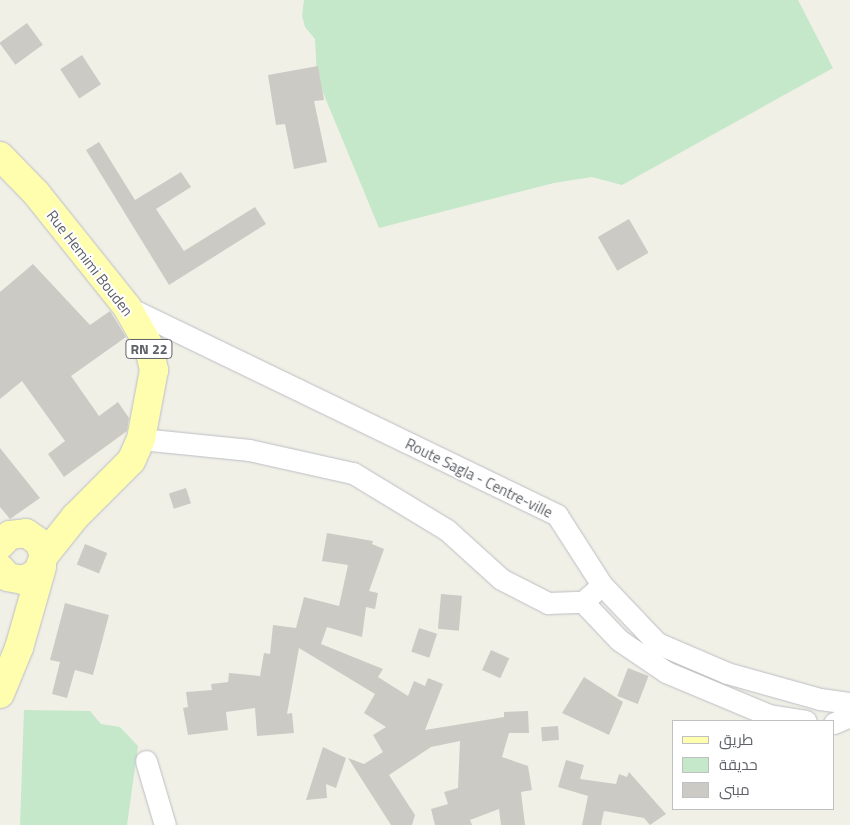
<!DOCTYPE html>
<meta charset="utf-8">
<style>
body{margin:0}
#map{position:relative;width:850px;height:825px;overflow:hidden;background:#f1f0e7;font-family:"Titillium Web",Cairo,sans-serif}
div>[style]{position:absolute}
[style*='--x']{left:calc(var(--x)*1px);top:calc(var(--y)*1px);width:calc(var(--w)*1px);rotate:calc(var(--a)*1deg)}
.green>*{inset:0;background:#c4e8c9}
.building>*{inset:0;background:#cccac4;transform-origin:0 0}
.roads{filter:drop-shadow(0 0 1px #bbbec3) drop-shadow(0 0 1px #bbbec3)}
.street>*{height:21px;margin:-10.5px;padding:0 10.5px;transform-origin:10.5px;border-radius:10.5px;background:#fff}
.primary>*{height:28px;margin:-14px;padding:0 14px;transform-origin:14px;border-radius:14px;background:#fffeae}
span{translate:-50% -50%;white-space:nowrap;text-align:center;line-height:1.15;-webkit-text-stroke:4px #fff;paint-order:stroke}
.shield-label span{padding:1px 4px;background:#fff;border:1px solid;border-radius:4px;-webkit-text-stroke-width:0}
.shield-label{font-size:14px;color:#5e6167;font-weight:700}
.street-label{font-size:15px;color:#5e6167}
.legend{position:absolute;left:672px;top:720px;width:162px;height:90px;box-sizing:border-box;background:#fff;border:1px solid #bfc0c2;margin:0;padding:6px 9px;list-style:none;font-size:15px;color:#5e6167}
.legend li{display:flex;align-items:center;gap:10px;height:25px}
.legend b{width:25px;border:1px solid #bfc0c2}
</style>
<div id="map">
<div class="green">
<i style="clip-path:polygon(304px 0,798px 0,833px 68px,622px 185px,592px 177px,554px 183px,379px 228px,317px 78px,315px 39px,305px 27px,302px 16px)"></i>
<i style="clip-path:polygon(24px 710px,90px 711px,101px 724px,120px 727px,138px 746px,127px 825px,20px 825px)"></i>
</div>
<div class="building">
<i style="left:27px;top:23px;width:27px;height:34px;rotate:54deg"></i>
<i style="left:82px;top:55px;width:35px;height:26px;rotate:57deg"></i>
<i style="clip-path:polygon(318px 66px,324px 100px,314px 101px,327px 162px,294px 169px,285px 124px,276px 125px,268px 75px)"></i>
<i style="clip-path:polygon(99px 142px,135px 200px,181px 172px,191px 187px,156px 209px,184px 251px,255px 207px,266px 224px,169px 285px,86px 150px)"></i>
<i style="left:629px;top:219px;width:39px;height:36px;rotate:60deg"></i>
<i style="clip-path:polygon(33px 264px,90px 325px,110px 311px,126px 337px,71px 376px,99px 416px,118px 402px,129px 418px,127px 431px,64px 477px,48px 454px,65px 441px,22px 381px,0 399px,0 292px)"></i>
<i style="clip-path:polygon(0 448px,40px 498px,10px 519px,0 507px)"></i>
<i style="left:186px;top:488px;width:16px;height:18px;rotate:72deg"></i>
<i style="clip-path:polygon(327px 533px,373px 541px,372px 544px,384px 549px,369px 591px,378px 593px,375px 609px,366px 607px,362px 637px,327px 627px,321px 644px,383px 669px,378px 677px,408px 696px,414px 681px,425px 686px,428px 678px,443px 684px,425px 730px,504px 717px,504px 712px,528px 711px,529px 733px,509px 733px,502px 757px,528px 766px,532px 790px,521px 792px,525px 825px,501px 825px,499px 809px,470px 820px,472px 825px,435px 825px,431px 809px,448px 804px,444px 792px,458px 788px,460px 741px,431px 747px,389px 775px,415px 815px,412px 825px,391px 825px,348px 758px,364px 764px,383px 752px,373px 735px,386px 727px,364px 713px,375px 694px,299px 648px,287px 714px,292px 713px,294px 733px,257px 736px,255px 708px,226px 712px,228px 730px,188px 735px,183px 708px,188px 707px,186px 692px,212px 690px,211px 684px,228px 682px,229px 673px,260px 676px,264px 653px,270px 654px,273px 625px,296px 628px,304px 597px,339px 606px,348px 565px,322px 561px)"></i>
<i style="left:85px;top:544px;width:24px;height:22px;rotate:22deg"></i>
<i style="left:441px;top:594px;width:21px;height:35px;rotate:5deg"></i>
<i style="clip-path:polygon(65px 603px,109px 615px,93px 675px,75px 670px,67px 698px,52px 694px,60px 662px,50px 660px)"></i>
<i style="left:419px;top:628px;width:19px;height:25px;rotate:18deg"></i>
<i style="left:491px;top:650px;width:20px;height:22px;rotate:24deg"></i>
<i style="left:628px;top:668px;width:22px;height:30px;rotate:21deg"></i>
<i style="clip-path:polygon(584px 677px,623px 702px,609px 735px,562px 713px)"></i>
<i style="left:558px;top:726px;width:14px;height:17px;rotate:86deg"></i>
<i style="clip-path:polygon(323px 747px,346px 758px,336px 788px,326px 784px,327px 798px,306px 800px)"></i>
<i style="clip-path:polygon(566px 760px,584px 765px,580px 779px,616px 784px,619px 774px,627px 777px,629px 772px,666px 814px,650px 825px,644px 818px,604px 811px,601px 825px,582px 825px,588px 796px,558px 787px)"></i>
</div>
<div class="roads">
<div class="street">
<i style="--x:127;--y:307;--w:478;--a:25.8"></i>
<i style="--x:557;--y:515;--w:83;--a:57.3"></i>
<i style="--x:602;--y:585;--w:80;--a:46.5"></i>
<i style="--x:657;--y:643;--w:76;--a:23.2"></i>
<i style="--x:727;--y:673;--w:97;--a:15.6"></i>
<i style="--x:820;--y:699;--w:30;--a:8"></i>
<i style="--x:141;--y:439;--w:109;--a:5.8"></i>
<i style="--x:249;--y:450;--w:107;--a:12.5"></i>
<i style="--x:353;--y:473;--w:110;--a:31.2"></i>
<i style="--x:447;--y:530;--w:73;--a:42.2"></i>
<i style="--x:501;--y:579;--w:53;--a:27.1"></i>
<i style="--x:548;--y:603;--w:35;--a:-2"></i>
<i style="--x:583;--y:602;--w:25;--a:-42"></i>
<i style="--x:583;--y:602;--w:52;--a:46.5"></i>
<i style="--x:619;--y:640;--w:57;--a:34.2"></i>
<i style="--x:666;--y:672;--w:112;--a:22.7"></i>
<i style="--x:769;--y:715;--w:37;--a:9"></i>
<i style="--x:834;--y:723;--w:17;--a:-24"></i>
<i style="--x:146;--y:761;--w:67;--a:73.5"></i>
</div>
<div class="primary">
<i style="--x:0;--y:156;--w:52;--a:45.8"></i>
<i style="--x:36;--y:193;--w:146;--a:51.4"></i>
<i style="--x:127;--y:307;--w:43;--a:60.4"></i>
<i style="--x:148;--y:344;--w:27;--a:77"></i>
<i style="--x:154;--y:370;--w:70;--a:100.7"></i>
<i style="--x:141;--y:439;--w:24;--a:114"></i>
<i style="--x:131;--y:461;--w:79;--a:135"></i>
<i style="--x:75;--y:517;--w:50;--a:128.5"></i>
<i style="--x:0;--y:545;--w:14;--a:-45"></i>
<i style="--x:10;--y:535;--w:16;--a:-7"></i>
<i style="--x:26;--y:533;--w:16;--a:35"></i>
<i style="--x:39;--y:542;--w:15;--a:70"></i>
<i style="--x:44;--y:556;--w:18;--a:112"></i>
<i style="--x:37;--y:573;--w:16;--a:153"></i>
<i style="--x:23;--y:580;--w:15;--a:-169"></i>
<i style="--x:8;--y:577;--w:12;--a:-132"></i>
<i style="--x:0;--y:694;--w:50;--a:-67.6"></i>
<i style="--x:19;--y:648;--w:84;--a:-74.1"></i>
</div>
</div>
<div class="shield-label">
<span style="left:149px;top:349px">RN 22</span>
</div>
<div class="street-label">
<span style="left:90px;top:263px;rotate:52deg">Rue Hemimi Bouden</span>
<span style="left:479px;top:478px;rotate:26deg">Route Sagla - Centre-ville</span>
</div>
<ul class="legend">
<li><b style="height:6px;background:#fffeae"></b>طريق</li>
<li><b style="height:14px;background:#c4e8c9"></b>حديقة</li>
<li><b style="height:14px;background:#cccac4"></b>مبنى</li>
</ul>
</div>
....
» **Work to be completed**: Up to and including the line with "1px #bbbec3) drop-shadow(0", repeat every line from the top of the entries exactly, but not the pictures.

» **The answer**:
<!DOCTYPE html>
<meta charset="utf-8">
<style>
body{margin:0}
#map{position:relative;width:850px;height:825px;overflow:hidden;background:#f1f0e7;font-family:"Titillium Web",Cairo,sans-serif}
div>[style]{position:absolute}
[style*='--x']{left:calc(var(--x)*1px);top:calc(var(--y)*1px);width:calc(var(--w)*1px);rotate:calc(var(--a)*1deg)}
.green>*{inset:0;background:#c4e8c9}
.building>*{inset:0;background:#cccac4;transform-origin:0 0}
.roads{filter:drop-shadow(0 0 1px #bbbec3) drop-shadow(0 0 1px #bbbec3)}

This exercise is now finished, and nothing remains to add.